Seorang sumber dari Pakistan yang dekat dengan proses mediasi mengungkapkan bahwa faktor waktu yang sudah larut dan kondisi fisik para delegasi menjadi alasan utama kecilnya peluang kelanjutan dialog pada Minggu.
"Ini sudah sangat larut sekarang, dan semua orang lelah. Oleh karena itu, ada sangat sedikit peluang untuk melanjutkan putaran kedua pembicaraan hari ini," ujar sumber tersebut, seperti dikutip Anadolu, pada Senin, 22 Juni 2026.
Kendati demikian, sumber tersebut menegaskan bahwa proses negosiasi tidak berhenti di tengah jalan, meskipun ia belum merinci kapan putaran kedua akan resmi digelar.
"Tapi ini belum berakhir," tegasnya.
Hingga pukul 19.30, agenda perundingan putaran kedua dilaporkan memang belum kunjung dimulai oleh kedua belah pihak. Sejumlah media nasional Iran melaporkan bahwa pihak Teheran sengaja menolak untuk melanjutkan perundingan putaran kedua.

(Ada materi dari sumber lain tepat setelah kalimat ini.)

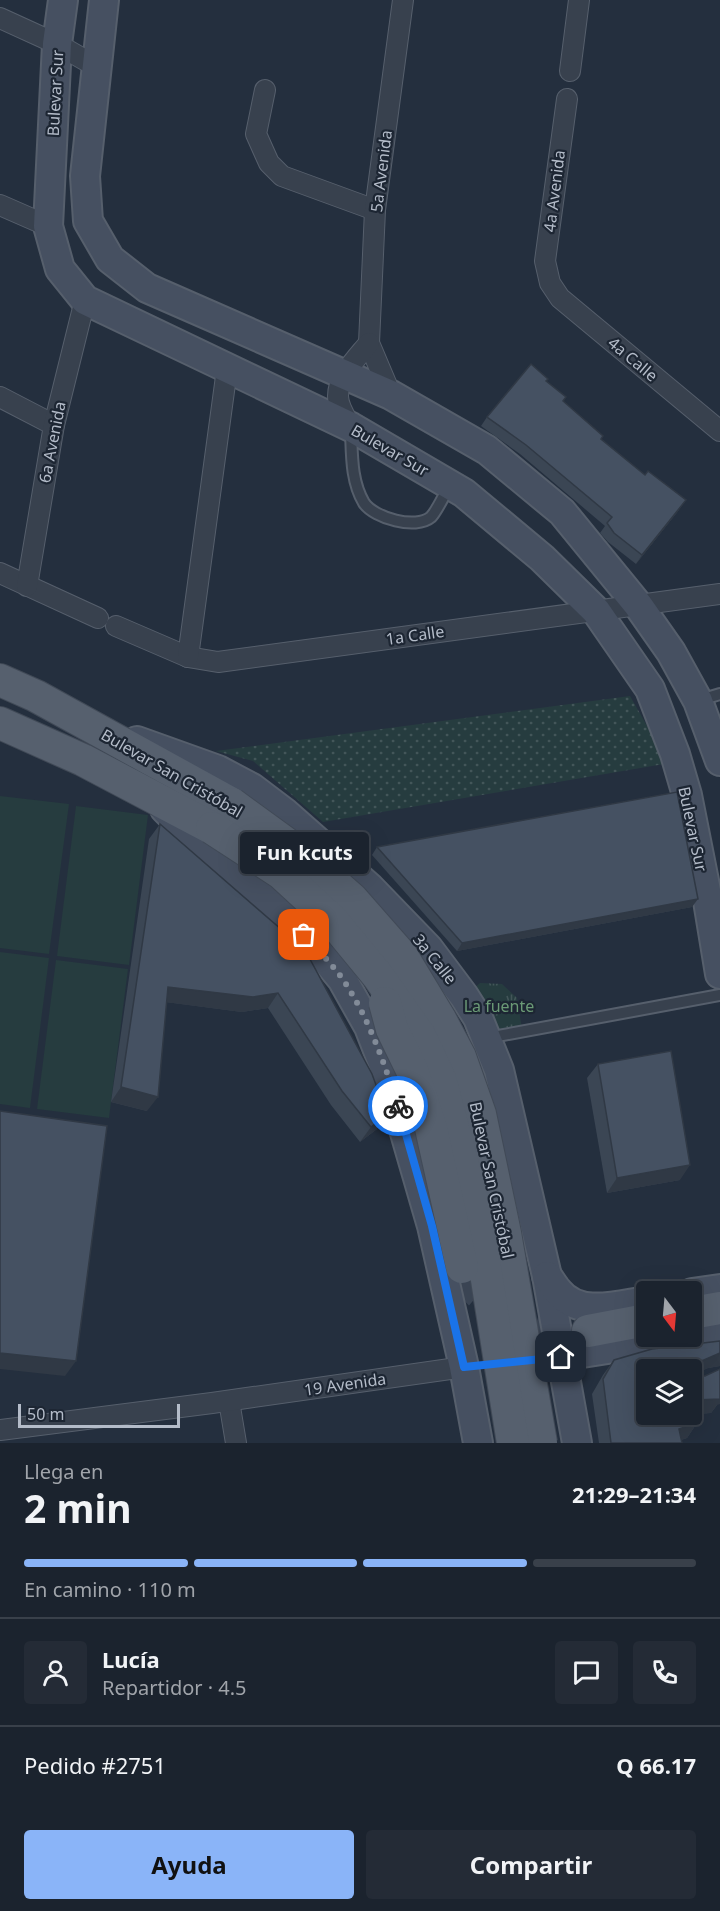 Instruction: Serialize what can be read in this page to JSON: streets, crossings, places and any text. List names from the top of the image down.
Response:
{
  "streets": {
    "main road": [
      "Bulevar Sur",
      "Bulevar San Cristóbal",
      "3a Calle",
      "19 Avenida"
    ],
    "street": [
      "5a Avenida",
      "4a Avenida",
      "4a Calle",
      "6a Avenida",
      "1a Calle"
    ]
  },
  "crossings": [
    ["Bulevar Sur", "6a Avenida"],
    ["Bulevar Sur", "1a Calle"],
    ["4a Avenida", "4a Calle"],
    ["Bulevar San Cristóbal", "3a Calle"],
    ["3a Calle", "19 Avenida"]
  ],
  "parks": ["La fuente"],
  "places": ["Fun kcuts"],
  "scale_bar": "50 m",
  "north": "bottom",
  "page": {
    "bubble": "Fun kcuts",
    "scale": "50 m",
    "heading": ["2 min", "Llega en", "21:29–21:34"],
    "panel": [
      "Lucía",
      "Repartidor · 4.5",
      "Pedido #2751",
      "Q 66.17"
    ],
    "bar": "En camino · 110 m",
    "buttons": ["Ayuda", "Compartir"]
  }
}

Langkah boikot ini diambil sebagai bentuk protes keras terhadap unggahan terbaru Presiden AS Donald Trump di media sosial, yang mendesak Iran untuk segera menghentikan aksi kelompok proksinya di Lebanon atau menghadapi serangan balik yang sangat keras dari Washington.
Seorang sumber sebelumnya menyampaikan kepada Anadolu, bahwa jajaran pejabat dari Pakistan dan Qatar terus menjalin komunikasi intensif dengan tim negosiator Iran guna membujuk mereka agar bersedia kembali ke meja perundingan.
Sebelumnya, delegasi AS dan Iran yang dipimpin langsung oleh juru runding utama masing-masing, Wakil Presiden JD Vance dan Bagher Ghalibaf, telah merampungkan perundingan putaran pertama selama 100 menit di Burgenstock, Swiss. Pertemuan tatap muka yang telah lama dinantikan tersebut digelar khusus untuk membahas mekanisme implementasi dari Nota Kesepahaman Islamabad yang ditandatangani pada 17 Juni lalu.